Hi guys,
We’re running into a serious concurrency issue and could use some guidance.
Even on the Scale plan, with only ~50 concurrent users, we’re seeing a huge increase in agent join latency. In many cases, this delay also causes the agent’s first (welcome) message to be dropped entirely.
This is concerning because the Scale plan is advertised to support up to 600 concurrent users, which is the level we’re planning for. We’ve already requested and been granted 600 concurrency on the dashboard, but performance degradation is already severe at just 50 users.
Observed latency percentiles (from dashboard):
-
p50: 13,498 ms
-
p90: 245,331 ms
-
p99: 276,611 ms
Additional context:
-
We are not using avatars in this flow , this is a simple agent session only.
-
We tested concurrency using Artillery, simulating virtual users starting agent sessions.
-
Sessions were initiated simultaneously (burst load).
-
There were no dispatch errors in the agent logs during testing, only extremely long agent join delays.
-
We increased num_idle_processes in an attempt to keep enough warm capacity, but it didn’t materially improve join latency.
Questions we’d appreciate clarity on:
-
Are there known limitations around simultaneous / burst dispatch calls, even within the approved concurrency limit?
-
Does autoscaling or worker spin-up time impact agent join latency under burst conditions?
-
Is there a recommended approach to achieve the maximum number of dispatches with minimal delay?
-
Are there any best practices or configuration changes we should apply if we expect near-simultaneous session starts?

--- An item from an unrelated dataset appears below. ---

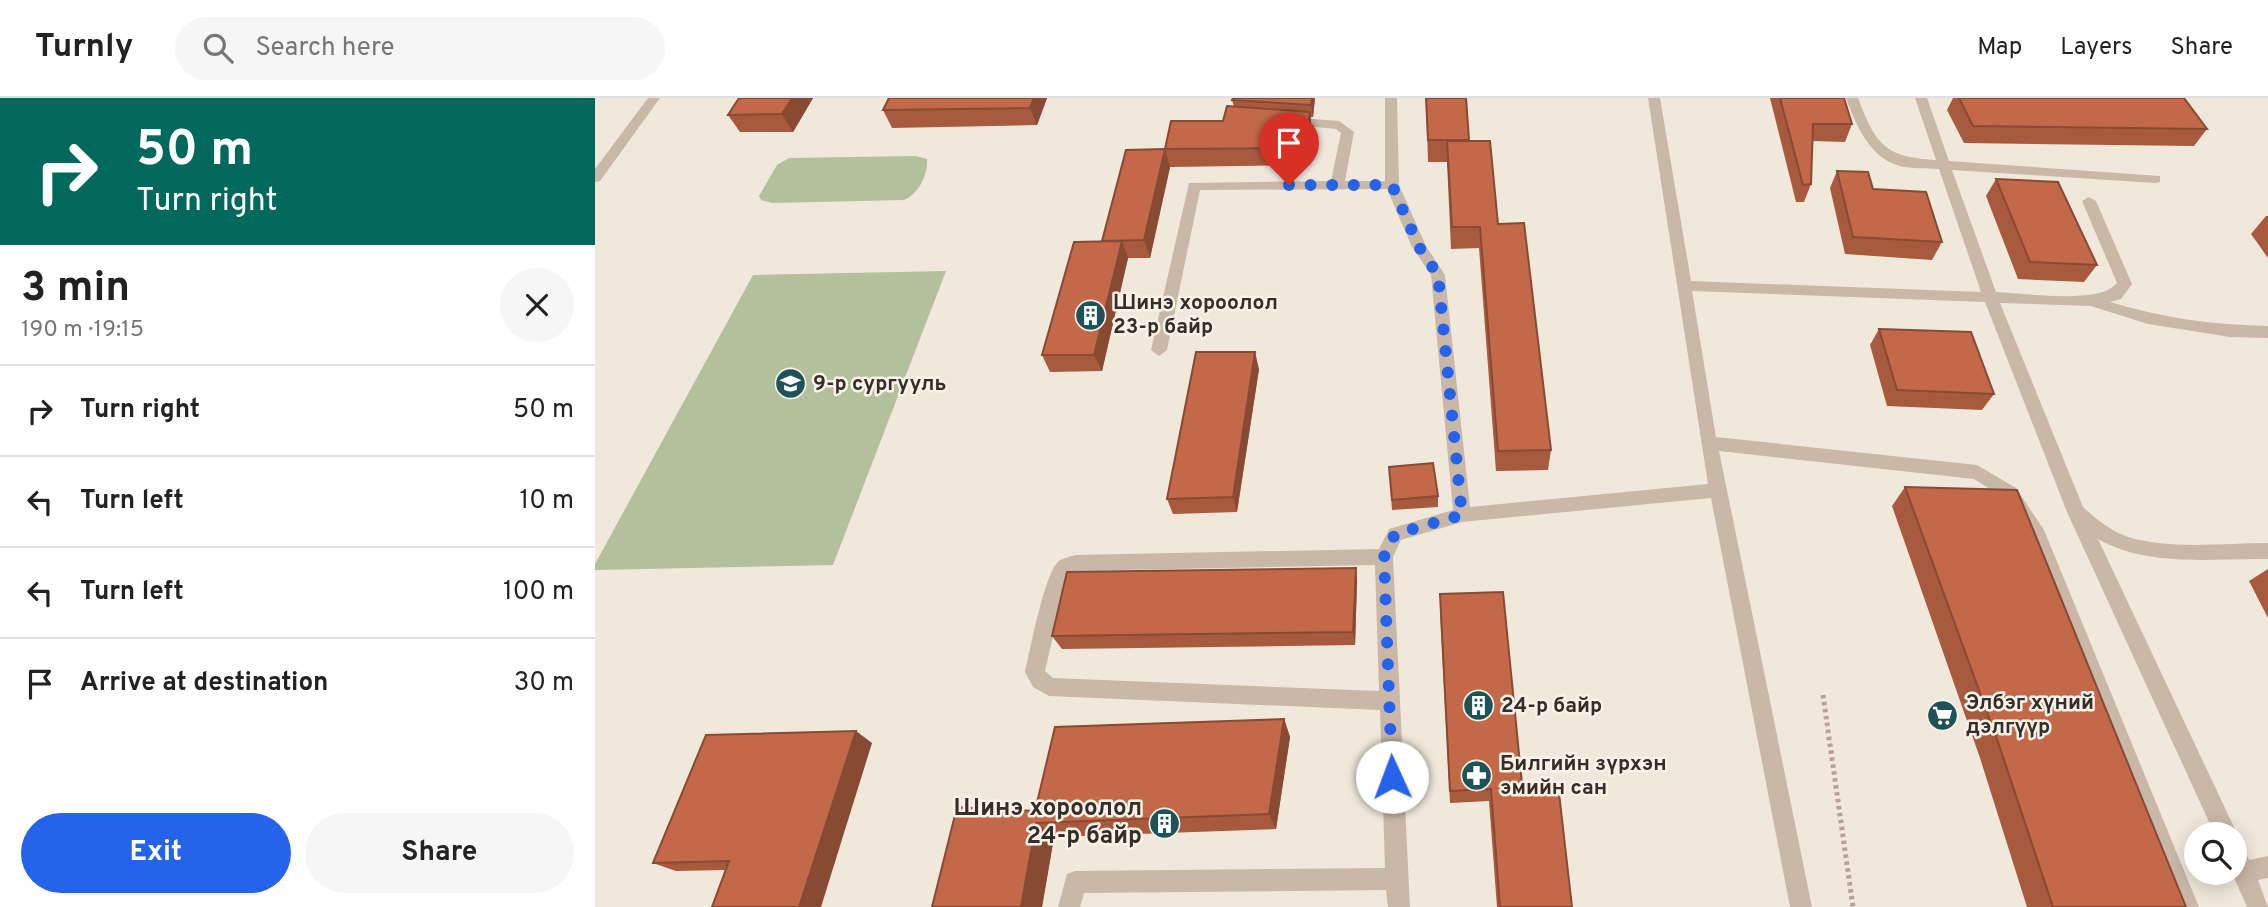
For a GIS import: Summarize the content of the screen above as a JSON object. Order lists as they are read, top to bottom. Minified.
{"places":{"building":["Шинэ хороолол 23-р байр","24-р байр","Шинэ хороолол 24-р байр"],"school or university":["9-р сургууль"],"supermarket":["Элбэг хүний дэлгүүр"],"pharmacy":["Билгийн зүрхэн эмийн сан"]},"page":{"header":"Turnly","search":"Search here","nav":["Map","Layers","Share"],"turn":["50 m","Turn right"],"heading":["3 min","190 m · 19:15"],"list":[{"name":"Turn right","value":"50 m"},{"name":"Turn left","value":"10 m"},{"name":"Turn left","value":"100 m"},{"name":"Arrive at destination","value":"30 m"}],"buttons":["Exit","Share"]}}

We understand that staggering session creation by a few seconds is more realistic, but we’d like to understand the hard limits and expected behavior when sessions are created concurrently, so we can plan accordingly.
Note: This thread already exists on slack, posting here for better reach, if any issue with duplicity kindly let me know, only hoping to resolve this soon
Can you please provide your project ID and a session id that demonstrates a long join time?
Your project ID can be found in the URL when you are on your dashboard. It starts with “p_"
We’re seeing duplicate on_enter() logs for the same encounter UUID, even though each client session is supposed to be uniquely identified and we are assigning unique UUID when creating the dispatches.
The log is emitted inside the on_enter() method, yet it’s being triggered twice for the same encounterId, coming from two different client locations / workers.
Expected
on_enter() should fire once per unique encounter/session
Observed
Same encounterId logged twice
Different worker IDs, PIDs, timestamps, and client locations
The duration points to the latency from when the dispatch call was created.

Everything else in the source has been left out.